* [TASK BRIEF]: Every line of the material below in which "sans" shows up is to be located and copied.

* [SOURCE MATERIAL]:
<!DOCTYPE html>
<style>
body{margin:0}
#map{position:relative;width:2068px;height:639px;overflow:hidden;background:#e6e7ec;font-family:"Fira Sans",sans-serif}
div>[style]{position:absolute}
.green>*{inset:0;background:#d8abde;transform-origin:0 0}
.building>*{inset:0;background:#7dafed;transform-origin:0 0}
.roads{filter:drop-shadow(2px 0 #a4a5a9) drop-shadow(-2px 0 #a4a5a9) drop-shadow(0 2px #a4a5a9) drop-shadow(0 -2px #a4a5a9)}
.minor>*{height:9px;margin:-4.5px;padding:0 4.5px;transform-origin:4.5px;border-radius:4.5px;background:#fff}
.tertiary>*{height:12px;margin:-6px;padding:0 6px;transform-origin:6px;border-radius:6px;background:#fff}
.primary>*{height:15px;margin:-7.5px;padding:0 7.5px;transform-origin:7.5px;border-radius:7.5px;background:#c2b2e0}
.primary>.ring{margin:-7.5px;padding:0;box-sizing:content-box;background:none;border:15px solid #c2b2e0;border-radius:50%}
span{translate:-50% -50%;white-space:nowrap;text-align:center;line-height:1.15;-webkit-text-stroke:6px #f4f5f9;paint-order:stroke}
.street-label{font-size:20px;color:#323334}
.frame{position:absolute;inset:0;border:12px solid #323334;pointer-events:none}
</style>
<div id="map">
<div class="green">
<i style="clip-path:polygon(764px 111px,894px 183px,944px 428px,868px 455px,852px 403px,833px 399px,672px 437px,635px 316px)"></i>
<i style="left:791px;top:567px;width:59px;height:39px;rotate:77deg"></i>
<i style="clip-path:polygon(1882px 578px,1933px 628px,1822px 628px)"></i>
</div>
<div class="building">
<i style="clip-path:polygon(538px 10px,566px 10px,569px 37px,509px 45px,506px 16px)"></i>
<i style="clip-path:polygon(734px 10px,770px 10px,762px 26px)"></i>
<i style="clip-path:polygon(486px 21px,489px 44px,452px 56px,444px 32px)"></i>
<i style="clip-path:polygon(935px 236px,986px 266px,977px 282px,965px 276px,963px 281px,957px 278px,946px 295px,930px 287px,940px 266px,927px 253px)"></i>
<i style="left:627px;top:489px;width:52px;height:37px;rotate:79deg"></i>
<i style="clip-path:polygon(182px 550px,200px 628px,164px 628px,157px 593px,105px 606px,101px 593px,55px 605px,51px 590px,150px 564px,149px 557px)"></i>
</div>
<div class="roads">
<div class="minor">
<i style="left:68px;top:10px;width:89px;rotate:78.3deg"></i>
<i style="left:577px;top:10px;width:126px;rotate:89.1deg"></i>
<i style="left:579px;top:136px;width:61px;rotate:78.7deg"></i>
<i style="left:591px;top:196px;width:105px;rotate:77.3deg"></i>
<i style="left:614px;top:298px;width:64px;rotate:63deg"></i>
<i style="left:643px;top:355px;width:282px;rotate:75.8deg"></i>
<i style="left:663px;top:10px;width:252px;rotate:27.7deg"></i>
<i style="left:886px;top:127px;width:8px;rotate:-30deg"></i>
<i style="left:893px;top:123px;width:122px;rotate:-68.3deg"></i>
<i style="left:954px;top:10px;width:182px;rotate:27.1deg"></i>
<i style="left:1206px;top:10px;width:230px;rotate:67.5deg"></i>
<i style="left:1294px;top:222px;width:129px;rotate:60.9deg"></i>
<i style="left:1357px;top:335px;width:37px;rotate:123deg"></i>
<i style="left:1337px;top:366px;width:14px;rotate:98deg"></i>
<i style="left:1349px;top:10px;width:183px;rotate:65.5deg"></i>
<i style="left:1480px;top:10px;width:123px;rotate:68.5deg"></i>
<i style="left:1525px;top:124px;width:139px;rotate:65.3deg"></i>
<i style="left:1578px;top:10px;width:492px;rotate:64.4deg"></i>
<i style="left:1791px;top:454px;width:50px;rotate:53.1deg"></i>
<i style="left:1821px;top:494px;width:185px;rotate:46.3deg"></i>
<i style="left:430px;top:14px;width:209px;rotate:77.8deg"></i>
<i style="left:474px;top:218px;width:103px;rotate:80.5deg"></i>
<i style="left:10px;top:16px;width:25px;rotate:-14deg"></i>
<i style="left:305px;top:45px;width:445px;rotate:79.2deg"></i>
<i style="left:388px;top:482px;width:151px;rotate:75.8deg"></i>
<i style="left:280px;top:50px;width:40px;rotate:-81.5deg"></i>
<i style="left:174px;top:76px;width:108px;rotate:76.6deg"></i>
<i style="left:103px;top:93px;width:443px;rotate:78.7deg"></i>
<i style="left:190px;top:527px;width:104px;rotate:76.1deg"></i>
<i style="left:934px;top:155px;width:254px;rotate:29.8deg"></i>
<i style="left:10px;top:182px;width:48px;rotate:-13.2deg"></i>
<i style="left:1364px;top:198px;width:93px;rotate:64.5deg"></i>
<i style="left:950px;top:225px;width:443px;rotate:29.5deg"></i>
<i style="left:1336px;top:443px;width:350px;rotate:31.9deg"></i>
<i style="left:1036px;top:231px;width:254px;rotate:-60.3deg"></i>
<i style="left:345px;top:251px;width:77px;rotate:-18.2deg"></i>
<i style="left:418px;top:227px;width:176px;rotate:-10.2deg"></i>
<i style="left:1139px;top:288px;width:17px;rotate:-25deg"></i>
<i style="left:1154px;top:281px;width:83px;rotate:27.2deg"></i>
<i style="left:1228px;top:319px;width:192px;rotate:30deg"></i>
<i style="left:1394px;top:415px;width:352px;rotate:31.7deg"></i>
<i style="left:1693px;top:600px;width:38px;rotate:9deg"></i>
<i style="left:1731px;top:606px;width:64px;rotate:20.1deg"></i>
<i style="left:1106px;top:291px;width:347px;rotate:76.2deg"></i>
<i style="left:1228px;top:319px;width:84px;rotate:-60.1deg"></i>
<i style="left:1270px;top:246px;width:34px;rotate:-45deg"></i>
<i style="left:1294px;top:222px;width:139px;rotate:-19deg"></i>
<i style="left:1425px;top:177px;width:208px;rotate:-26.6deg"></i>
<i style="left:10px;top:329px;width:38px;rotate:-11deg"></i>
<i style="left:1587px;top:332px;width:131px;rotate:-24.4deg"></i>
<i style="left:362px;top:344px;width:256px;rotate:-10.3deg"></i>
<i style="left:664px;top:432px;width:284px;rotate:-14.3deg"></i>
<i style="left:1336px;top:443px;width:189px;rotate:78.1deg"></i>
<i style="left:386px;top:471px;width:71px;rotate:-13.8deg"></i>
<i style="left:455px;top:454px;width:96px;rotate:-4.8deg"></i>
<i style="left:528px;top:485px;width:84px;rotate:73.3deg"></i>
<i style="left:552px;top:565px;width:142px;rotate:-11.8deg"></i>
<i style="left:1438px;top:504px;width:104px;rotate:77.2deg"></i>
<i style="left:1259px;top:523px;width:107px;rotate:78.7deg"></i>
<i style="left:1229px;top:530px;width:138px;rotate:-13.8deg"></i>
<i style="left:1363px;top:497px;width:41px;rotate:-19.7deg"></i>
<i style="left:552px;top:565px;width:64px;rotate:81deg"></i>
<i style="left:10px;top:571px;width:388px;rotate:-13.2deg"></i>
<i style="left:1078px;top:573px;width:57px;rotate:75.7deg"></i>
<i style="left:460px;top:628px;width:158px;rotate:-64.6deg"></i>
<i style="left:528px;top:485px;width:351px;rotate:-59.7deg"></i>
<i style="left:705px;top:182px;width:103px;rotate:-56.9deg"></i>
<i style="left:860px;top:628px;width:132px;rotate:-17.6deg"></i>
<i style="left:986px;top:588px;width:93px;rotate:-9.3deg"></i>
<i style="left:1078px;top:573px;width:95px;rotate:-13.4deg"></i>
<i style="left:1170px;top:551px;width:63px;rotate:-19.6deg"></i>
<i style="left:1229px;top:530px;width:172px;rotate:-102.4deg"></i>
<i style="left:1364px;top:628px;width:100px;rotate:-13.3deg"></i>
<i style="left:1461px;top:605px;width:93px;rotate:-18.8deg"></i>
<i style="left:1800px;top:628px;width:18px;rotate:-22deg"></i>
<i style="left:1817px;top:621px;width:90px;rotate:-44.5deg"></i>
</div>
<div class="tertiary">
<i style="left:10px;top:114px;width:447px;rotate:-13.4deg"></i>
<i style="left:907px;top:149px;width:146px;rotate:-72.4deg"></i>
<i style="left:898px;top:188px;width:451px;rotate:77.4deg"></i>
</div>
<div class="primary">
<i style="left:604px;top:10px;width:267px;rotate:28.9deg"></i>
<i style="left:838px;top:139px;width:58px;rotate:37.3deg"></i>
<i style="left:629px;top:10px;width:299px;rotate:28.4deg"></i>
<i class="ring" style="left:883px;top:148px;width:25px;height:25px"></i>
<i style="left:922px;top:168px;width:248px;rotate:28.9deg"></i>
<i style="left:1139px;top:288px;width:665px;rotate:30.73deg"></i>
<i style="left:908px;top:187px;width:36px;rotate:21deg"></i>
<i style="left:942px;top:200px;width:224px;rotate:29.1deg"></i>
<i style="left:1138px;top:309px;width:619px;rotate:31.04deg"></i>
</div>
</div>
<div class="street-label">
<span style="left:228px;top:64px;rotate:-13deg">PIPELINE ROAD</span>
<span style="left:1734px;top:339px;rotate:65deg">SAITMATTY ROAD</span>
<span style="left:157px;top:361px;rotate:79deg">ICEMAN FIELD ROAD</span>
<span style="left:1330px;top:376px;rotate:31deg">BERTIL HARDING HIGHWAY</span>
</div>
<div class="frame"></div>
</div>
---
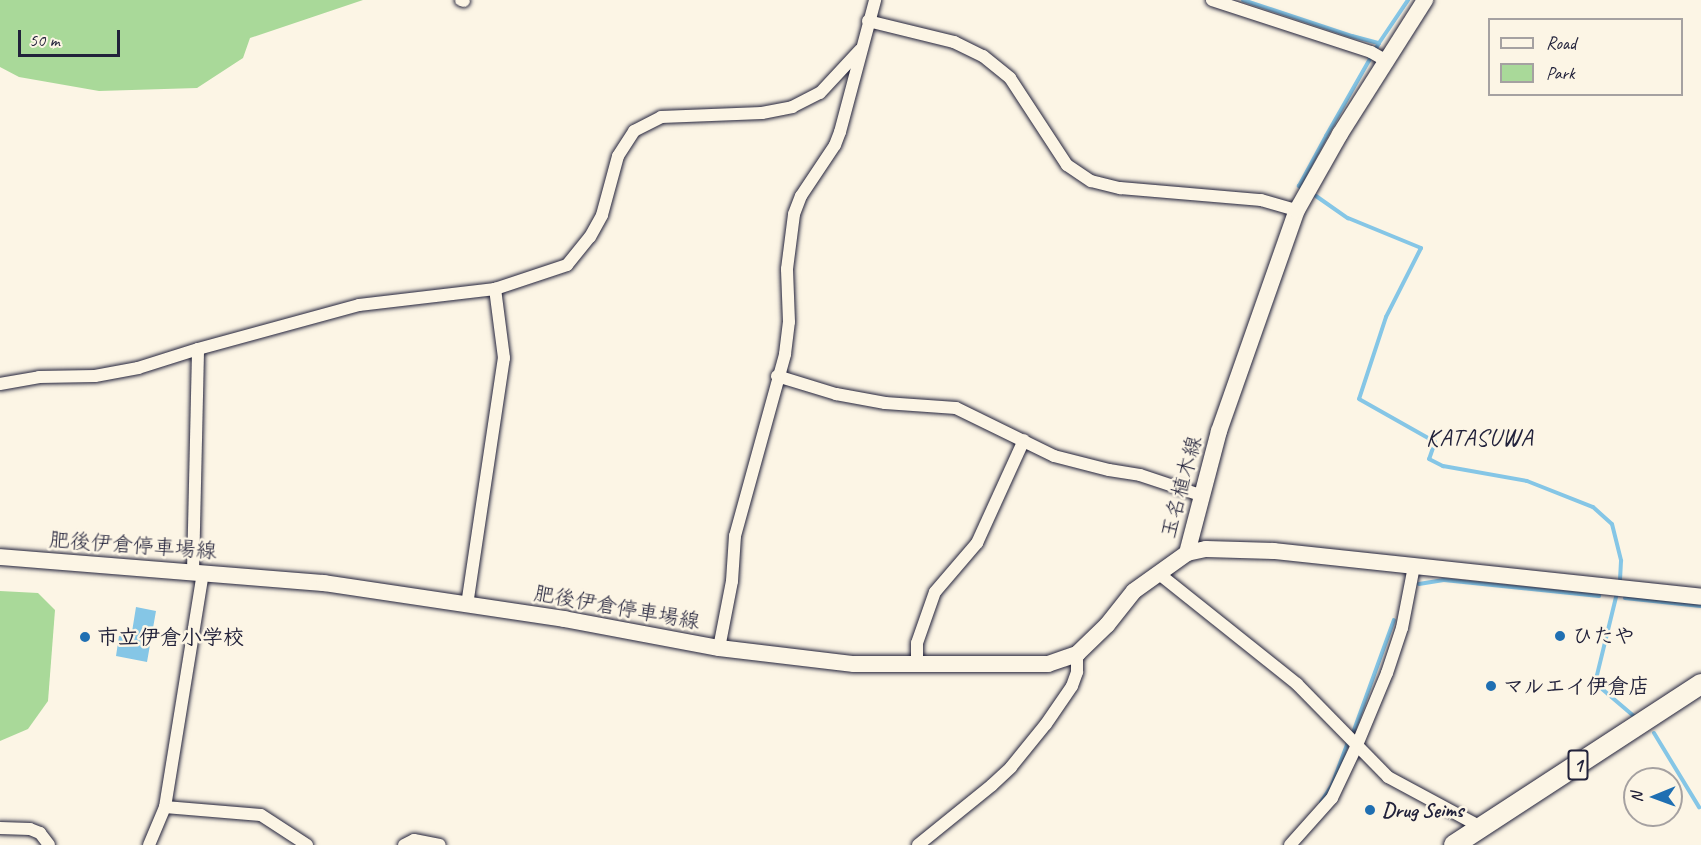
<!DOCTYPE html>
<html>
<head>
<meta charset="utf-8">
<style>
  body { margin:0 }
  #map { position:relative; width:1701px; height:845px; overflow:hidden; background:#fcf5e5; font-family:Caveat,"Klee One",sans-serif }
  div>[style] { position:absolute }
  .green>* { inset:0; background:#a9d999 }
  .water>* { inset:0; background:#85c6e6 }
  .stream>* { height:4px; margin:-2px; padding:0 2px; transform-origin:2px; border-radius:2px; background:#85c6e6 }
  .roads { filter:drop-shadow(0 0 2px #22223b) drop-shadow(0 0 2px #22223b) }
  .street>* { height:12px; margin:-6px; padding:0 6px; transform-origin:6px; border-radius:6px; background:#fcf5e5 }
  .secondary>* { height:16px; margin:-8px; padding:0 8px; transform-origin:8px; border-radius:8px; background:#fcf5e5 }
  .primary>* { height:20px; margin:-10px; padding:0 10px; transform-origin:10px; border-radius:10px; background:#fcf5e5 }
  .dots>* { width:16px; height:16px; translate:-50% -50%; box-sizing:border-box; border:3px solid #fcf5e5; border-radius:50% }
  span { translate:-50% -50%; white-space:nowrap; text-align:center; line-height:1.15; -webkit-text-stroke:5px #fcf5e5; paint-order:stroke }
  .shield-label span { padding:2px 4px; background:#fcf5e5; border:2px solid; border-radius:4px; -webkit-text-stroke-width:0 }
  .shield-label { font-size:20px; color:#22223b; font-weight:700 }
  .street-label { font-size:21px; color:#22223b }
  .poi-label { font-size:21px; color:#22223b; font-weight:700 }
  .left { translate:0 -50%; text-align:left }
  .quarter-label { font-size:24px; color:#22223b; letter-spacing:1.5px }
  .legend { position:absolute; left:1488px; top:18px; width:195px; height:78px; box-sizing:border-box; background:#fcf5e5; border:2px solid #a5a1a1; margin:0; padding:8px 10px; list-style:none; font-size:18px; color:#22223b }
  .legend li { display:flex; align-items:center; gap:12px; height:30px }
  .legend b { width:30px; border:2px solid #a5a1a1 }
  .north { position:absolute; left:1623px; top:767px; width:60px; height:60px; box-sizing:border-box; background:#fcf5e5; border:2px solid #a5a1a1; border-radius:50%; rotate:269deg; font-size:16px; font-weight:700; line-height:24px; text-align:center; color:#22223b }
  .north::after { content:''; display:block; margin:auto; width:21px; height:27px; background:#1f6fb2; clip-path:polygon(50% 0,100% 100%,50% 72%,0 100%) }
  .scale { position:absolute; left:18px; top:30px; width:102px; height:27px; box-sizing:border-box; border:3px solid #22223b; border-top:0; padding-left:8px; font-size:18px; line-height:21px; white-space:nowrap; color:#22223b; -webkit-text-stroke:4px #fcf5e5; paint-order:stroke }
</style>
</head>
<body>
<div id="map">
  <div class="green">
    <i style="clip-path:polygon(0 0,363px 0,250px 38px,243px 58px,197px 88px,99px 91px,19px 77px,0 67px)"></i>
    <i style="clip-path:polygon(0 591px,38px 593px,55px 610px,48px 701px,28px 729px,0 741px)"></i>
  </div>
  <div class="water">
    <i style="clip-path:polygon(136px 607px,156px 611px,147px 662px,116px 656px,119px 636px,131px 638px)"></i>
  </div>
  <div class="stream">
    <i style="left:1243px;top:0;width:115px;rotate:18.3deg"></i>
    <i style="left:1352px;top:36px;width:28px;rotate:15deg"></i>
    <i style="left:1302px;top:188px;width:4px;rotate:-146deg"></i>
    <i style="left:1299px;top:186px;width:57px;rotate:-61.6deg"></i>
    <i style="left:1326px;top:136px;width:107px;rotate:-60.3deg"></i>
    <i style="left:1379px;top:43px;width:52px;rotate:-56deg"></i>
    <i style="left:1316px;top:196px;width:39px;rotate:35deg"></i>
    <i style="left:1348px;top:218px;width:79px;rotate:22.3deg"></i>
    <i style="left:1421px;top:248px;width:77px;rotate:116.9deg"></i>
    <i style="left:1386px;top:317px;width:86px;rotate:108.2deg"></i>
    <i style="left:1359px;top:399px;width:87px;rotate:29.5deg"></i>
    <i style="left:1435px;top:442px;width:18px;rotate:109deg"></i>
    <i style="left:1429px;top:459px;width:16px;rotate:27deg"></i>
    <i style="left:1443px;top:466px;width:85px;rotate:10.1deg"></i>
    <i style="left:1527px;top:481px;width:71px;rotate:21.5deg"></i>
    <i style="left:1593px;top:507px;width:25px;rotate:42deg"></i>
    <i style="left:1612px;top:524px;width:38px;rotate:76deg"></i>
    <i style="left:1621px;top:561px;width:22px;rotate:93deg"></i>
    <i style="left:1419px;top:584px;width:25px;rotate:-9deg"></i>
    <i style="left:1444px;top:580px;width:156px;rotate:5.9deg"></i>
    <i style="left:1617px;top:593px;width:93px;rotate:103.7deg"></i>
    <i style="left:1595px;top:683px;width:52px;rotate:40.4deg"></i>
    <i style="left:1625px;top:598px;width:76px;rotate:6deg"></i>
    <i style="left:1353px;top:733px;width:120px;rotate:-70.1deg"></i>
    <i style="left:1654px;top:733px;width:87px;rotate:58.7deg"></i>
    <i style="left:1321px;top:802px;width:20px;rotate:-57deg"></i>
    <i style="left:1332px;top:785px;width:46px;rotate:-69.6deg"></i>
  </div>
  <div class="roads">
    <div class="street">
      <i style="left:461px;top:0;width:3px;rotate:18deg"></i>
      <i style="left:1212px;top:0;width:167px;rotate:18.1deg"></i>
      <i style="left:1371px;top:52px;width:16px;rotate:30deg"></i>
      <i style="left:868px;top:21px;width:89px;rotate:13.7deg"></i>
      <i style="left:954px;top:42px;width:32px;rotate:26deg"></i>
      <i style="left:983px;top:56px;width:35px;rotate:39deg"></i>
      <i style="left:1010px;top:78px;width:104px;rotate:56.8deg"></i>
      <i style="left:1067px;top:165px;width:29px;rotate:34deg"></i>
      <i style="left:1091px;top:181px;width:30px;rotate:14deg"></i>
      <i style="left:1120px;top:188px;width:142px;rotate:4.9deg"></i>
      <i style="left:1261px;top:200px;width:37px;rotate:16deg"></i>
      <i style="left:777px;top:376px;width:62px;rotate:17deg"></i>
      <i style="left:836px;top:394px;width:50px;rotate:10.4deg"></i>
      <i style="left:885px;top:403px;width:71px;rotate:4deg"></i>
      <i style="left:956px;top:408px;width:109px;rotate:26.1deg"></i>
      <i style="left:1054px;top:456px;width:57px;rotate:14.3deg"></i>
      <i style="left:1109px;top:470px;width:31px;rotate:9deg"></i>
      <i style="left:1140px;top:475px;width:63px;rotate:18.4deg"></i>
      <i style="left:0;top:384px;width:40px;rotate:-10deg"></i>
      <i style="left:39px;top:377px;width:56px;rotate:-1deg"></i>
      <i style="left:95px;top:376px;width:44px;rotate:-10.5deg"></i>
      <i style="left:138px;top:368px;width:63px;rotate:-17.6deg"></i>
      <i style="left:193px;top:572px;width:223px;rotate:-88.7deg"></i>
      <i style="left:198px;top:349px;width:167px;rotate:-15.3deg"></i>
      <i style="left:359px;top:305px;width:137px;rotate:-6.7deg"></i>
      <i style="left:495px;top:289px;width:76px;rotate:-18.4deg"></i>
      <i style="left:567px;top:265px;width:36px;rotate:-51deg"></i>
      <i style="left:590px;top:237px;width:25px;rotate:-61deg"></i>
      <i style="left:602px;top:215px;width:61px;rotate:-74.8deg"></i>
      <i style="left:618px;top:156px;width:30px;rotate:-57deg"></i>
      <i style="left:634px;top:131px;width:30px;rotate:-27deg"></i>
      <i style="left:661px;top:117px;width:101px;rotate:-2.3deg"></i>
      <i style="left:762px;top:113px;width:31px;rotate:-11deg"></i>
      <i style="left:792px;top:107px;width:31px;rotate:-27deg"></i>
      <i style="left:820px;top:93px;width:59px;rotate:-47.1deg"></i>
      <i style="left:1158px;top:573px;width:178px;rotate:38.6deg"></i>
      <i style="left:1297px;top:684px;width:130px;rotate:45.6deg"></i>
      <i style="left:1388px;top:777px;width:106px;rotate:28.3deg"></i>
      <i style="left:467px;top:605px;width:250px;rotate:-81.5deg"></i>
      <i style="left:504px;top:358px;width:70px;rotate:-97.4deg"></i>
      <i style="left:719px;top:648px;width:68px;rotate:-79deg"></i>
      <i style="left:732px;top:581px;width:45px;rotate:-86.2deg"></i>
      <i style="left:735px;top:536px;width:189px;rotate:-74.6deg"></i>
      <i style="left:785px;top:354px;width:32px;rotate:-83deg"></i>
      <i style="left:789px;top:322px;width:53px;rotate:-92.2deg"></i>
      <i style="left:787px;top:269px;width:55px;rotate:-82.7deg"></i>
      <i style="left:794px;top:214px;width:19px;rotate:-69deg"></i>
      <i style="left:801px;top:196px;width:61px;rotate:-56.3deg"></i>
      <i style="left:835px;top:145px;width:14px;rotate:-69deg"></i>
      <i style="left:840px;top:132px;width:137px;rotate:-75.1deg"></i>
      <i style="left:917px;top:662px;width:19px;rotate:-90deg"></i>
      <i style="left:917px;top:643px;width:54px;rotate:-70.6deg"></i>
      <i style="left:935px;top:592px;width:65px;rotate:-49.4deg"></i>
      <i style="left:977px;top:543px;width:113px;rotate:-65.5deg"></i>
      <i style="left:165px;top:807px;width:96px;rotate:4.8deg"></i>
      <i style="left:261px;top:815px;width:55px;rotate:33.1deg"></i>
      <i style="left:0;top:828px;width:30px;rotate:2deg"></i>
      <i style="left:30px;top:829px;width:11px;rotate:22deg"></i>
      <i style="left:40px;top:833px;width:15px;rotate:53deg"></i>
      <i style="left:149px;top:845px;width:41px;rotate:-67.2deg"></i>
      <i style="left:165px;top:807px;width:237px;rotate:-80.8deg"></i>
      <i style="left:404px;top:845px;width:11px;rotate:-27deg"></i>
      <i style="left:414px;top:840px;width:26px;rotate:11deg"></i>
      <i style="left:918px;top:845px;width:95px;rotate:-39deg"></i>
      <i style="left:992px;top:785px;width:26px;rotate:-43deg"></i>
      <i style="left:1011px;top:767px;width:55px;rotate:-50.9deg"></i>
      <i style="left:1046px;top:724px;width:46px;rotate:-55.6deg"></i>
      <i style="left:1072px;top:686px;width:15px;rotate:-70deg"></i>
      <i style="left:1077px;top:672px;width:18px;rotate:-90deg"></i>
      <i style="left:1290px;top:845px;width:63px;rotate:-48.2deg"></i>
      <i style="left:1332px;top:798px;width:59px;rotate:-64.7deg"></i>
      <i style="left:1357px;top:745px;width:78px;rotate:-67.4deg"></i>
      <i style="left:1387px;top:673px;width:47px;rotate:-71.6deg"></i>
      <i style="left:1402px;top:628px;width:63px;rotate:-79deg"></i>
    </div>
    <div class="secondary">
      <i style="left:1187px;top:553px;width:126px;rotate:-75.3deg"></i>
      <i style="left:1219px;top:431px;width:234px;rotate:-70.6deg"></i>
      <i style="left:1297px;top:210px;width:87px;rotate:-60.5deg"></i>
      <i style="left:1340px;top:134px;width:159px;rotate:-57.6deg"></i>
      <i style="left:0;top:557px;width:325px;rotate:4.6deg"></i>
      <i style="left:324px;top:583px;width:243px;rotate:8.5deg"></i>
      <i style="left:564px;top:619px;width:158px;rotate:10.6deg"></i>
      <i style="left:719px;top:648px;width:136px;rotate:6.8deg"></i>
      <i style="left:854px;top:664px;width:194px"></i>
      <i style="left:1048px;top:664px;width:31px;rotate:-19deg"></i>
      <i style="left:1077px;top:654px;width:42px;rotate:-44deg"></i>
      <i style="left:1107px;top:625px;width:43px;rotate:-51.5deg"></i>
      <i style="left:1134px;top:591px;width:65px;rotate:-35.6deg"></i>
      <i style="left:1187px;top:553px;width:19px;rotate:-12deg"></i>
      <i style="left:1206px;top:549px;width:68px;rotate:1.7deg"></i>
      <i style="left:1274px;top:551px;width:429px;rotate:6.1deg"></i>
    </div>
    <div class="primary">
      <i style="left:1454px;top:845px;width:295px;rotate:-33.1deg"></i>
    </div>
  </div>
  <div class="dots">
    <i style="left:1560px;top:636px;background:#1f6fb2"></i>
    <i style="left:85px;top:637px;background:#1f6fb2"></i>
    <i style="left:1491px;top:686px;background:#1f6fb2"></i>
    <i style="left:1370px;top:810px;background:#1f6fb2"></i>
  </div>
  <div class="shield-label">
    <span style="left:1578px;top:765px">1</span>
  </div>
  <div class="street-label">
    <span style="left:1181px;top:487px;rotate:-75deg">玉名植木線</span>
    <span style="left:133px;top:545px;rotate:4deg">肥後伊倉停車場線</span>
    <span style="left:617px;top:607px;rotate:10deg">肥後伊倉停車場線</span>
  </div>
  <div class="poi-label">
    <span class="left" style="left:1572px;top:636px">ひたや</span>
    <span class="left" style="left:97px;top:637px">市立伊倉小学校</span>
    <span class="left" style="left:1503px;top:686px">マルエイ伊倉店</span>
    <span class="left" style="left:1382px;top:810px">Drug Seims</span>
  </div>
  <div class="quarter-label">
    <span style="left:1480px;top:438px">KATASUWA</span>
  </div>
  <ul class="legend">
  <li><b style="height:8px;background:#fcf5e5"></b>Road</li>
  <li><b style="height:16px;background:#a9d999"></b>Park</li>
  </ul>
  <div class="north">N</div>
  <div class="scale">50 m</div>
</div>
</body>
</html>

* [RESPONSE TO THE EXERCISE]:
#map{position:relative;width:2068px;height:639px;overflow:hidden;background:#e6e7ec;font-family:"Fira Sans",sans-serif}
  #map { position:relative; width:1701px; height:845px; overflow:hidden; background:#fcf5e5; font-family:Caveat,"Klee One",sans-serif }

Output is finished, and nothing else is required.